Great Blacks in Wax
It’s hard to believe that my time in Baltimore is less than two weeks now. Strangely enough I feel really in control, and I’m still enjoying every moment and trying to check the few remaining things off my Baltimore “to do” list. So last Friday, on a rainy afternoon, I decided to take advantage of having access to a car and check out the National Great Blacks in Wax Museum (sadly it’s in a neighborhood you don’t want to walk to).
It was really one of the more touching museums I’ve ever been to. After having visited the Native American Museum on the National Mall a few weeks ago, and feeling completely overloaded by all the graphics and flash and dash and overall sensory overload, I very much appreciated the simplicity of this museum.
There were so many “characters” that I remembered reading about and studying in elementary and high school, so it was a good reminder in adulthood to revisit their stories and the roles they’ve played in history. [Harriet Tubman and a scene from the Underground Railroad pictured above].
As a graphic designer who often works on signage projects, I even embraced the 8.5 x 11″ xerox print outs, poor typographic layouts (lots of centering) and inconsistent labeling throughout the museum. In a world that it so digital, I much preferred the “old school” lack of flash and dash character of the museum’s exhibits. It only seemed appropriate.
As you enter the museum you go down a set of stairs and into a slave ship. There’s something about seeing the wax figures and bodies with no space in between them, accompanied by the stories that is more powerful than watching a movie.
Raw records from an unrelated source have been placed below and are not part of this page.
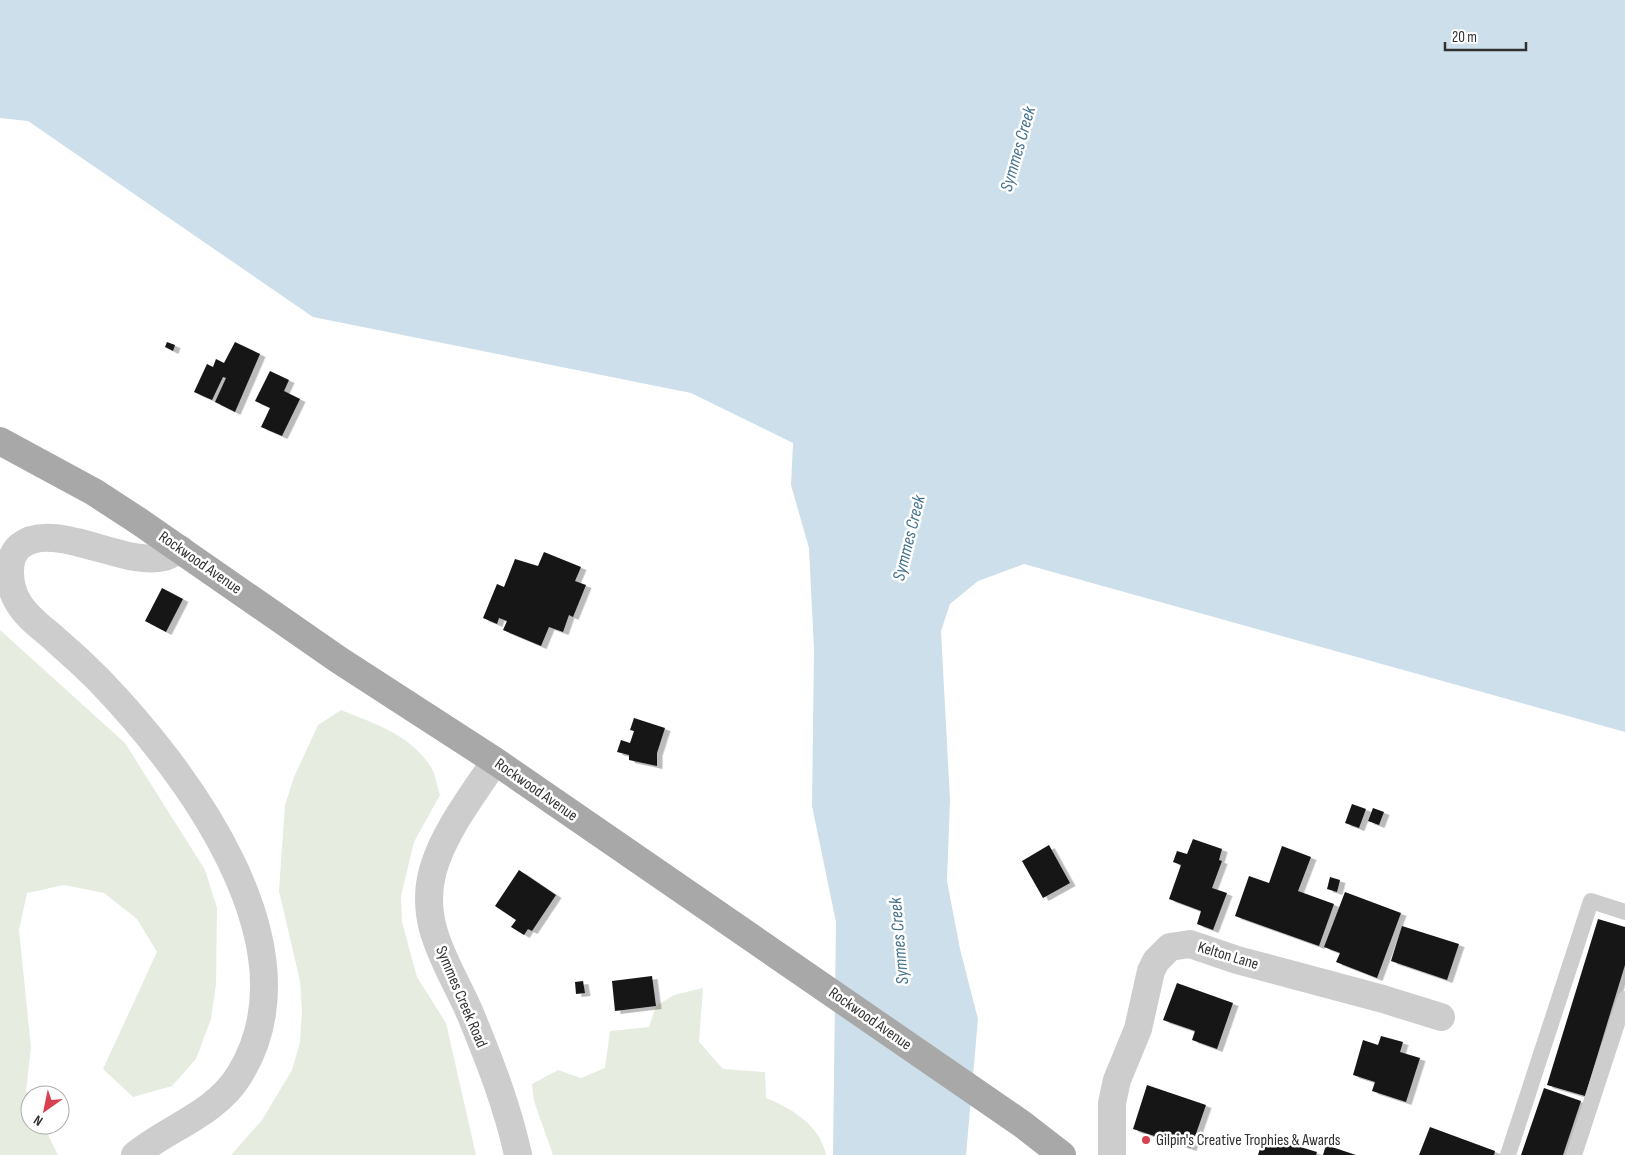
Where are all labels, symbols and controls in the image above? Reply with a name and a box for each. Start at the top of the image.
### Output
scale bar [1445,20,1526,52]
text: 20 m [1452,28,1477,47]
water label: Symmes Creek [996,103,1040,194]
water label: Symmes Creek [888,492,930,583]
street label: Rockwood Avenue [155,527,245,599]
street label: Rockwood Avenue [491,754,581,826]
water label: Symmes Creek [885,895,913,985]
street label: Kelton Lane [1195,938,1261,974]
street label: Symmes Creek Road [431,943,491,1051]
street label: Rockwood Avenue [825,983,915,1055]
north arrow [20,1085,70,1135]
text: N [30,1111,46,1130]
place label: Gilpin's Creative Trophies & Awards [1156,1131,1341,1150]
marker: Gilpin's Creative Trophies & Awards [1140,1134,1152,1146]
There’s even a story of slaves being raped – a reality that I was never taught in school. And deeper in the museum there’s an entire room downstairs (recommended for visitors over the age of 13) all about lynching. I very much appreciated that they don’t try to sugar coat history.
And as you weave your way from scene to scene you’re reminded of names you know, and others you may not know (but still benefit from their contribution to history). [Malcolm X above, Fubu below].
You literally take a trip from the time of slavery to Obama as president. While I’m disappointed I never visited this museum until now, I’m glad I was able to visit with the latest chapter to close the book (for now at least).